As Laureate Cibber drew near the end of earthly things, a desire, common to poetical as well as political potentates, possessed him,--a desire to nominate a successor. In his case, indeed, the idea may have been borrowed from "MacFlecknoe" or the "Dunciad." The Earl of Chesterfield, during his administration in Ireland, had discovered a rival to Ben Jonson in the person of a poetical bricklayer, one Henry Jones, whom his Lordship carried with him to London, as a specimen of the indigenous tribes of Erin. It was easier for this Jones to rhyme in heroics than to handle a trowel or construct a chimney.
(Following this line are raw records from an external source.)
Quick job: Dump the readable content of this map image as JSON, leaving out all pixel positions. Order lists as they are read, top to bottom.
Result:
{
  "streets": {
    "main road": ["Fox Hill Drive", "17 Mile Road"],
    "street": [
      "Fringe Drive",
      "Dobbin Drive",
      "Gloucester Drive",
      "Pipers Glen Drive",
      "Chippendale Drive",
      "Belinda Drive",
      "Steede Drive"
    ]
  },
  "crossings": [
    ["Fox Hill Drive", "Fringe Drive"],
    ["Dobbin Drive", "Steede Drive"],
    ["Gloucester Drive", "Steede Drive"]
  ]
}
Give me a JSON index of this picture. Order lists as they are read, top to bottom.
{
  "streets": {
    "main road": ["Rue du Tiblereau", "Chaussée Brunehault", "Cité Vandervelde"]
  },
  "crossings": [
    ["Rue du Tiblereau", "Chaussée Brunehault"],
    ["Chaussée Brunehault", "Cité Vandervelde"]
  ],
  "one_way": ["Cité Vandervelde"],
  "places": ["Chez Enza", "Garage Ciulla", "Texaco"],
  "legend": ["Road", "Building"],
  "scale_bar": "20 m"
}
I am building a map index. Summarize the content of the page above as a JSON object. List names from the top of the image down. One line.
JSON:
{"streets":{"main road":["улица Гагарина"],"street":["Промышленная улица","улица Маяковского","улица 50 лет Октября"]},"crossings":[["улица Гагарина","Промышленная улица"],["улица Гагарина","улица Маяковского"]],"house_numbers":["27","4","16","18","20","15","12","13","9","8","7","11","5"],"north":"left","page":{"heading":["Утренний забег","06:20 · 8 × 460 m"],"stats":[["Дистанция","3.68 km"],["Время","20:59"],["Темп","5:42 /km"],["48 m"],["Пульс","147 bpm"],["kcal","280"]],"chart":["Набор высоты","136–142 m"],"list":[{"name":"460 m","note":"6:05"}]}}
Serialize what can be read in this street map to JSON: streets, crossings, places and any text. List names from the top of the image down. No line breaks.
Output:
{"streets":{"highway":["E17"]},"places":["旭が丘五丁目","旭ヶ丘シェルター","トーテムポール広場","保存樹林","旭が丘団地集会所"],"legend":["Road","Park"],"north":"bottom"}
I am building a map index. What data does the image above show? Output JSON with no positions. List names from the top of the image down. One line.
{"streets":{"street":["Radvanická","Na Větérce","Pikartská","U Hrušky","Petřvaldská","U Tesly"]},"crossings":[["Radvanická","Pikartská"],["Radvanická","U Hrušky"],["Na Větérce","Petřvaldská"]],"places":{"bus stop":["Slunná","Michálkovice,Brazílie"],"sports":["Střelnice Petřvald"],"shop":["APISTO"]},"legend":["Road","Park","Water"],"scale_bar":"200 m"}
He rhymed, therefore, for the amusement and in honor of the polite circle of which Stanhope was the centre; the fashionable world subscribed magnificently for his volume of "Poems upon Several Occasions";[14] his tragedy, "The Earl of Essex," in the composition of which his patron is said to have shared, was universally applauded. Its introduction to the stage was the work of Cibber; and Cibber, assisted by Chesterfield, labored zealously to secure the author a reversion of the laurel upon his own lamented demise.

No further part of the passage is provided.